Bientôt, ils sont au plateau. Ce dernier est entièrement envahi d’une futaie épaisse, à l’exception d’une clairière, juste au débouché du chemin secret ; à l’extrémité de la clairière, et presque dissimulée par le taillis, la petite construction de pierre. Xha découvre les réserves de vivres : elles sont abondantes ; il montre à ses compagnons un trou devant la construction, et le moyen d’y prendre une eau dont le loup connaît le goût. On s’assied en cercle à l’entrée de la construction. On boit l’eau tirée du puits, que l’on a versée dans une pierre creuse, qui circule de mains en mains, puis que la Voix pose devant le loup. On partage la nourriture. Xha prononce quelques mots. Le loup ne comprend pas les mots, mais il sait ce que dit son ami. Maintenant que la nuit est tombée, ce dernier va redescendre le sentier, et reprendre le chemin de la cité ennemie. La lune est levée, elle est brillante. Mais Xha restera dans l’ombre.
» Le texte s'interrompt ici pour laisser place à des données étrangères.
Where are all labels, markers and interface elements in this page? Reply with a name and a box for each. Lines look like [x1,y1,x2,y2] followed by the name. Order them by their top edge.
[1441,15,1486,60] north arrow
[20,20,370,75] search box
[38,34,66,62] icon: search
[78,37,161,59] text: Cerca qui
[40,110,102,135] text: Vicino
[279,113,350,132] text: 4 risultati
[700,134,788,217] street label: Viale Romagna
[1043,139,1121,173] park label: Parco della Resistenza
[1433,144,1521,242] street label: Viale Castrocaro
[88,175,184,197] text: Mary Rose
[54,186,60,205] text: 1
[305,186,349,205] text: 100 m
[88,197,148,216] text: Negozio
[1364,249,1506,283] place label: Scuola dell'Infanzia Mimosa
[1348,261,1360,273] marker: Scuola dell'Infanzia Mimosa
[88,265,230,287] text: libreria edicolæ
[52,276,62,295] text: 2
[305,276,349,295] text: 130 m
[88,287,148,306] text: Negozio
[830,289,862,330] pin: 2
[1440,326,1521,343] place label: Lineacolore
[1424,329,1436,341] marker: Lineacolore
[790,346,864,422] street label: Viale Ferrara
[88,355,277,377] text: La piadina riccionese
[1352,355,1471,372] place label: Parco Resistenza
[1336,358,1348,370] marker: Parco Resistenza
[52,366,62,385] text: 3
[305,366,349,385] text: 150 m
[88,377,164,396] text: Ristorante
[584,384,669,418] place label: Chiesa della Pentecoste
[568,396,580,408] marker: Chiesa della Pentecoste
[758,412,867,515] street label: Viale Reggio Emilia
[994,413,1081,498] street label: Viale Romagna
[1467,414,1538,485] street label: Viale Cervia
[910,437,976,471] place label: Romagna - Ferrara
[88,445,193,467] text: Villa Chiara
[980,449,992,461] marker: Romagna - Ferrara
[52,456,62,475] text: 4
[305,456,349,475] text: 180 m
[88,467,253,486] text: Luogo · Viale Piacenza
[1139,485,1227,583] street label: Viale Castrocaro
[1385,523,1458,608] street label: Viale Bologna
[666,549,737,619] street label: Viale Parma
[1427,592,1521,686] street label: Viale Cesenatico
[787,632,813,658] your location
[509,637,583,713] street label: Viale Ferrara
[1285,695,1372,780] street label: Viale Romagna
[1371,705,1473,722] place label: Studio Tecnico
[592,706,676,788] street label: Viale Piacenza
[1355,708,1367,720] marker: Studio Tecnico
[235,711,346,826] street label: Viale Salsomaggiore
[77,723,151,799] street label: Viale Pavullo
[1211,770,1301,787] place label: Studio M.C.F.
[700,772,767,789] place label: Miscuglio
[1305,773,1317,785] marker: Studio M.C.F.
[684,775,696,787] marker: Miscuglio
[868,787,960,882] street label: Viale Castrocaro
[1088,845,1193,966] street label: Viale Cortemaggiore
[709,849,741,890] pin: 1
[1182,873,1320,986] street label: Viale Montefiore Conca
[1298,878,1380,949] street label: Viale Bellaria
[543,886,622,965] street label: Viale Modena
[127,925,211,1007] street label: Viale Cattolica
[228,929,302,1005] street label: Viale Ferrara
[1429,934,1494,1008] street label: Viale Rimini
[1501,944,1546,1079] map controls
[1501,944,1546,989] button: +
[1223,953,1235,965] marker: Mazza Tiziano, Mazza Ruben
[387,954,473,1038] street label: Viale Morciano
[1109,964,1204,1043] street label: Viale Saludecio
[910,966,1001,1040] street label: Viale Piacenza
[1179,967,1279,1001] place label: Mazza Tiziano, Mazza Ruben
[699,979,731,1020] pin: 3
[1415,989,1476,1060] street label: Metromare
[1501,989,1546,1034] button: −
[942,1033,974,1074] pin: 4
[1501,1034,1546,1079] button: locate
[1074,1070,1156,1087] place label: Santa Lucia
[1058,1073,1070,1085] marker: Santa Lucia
La Voix parle à son tour. Elle est mécontente. Xha veut sauver Deng. Mais Deng est beaucoup trop épuisé pour être emmené où que ce soit. À ce moment, il a sans doute déjà quitté le monde des vivants. Qu’on parte à sa recherche, voilà qui l’aurait rendu furieux ! Ce qu’il voulait, ce qu’il a construit, c’est qu’ils puissent tous s’enfuir, aucun vivant n’a le droit de bafouer un sacrifice.

Mais Xha n’est pas d’accord. Si Deng est encore vivant, il ne doit pas mourir entouré de ses ennemis. Et s’il est mort, il faut qu’il lui soit rendu les honneurs dus aux morts. Deng, l’homme libre, c’est cela qu’il leur a enseigné, la liberté. Un homme qui ne peut honorer ou venger ses morts est-il encore un homme libre ?

Honorer ses morts ! Est-ce que Xha a déjà oublié Deng ? Ne se souvient-il pas du peu de cas que faisait ce dernier des rites sacrés et des croyances des prêtres et sorciers ! Oui, où qu’il soit désormais, rien ne soucie moins Deng que le sort de sa dépouille.

Ce que dit la Voix : paroles de vérité ; Deng se moquerait bien qu’on ne lui rende pas le culte dû aux morts ; mais pas ses ennemis, les Xorch’s ; les Xorch’s honorent leurs morts et méprisent leurs ennemis ; la dépouille de Deng, ils la laisseront pourrir à la pluie, dévorée par rats et vautours ; et ce sera pour eux une manière de se venger de lui ; ce n’est pas pour Deng que Xha veut rendre le culte dû à son père ; c’est pour les Xorch’s !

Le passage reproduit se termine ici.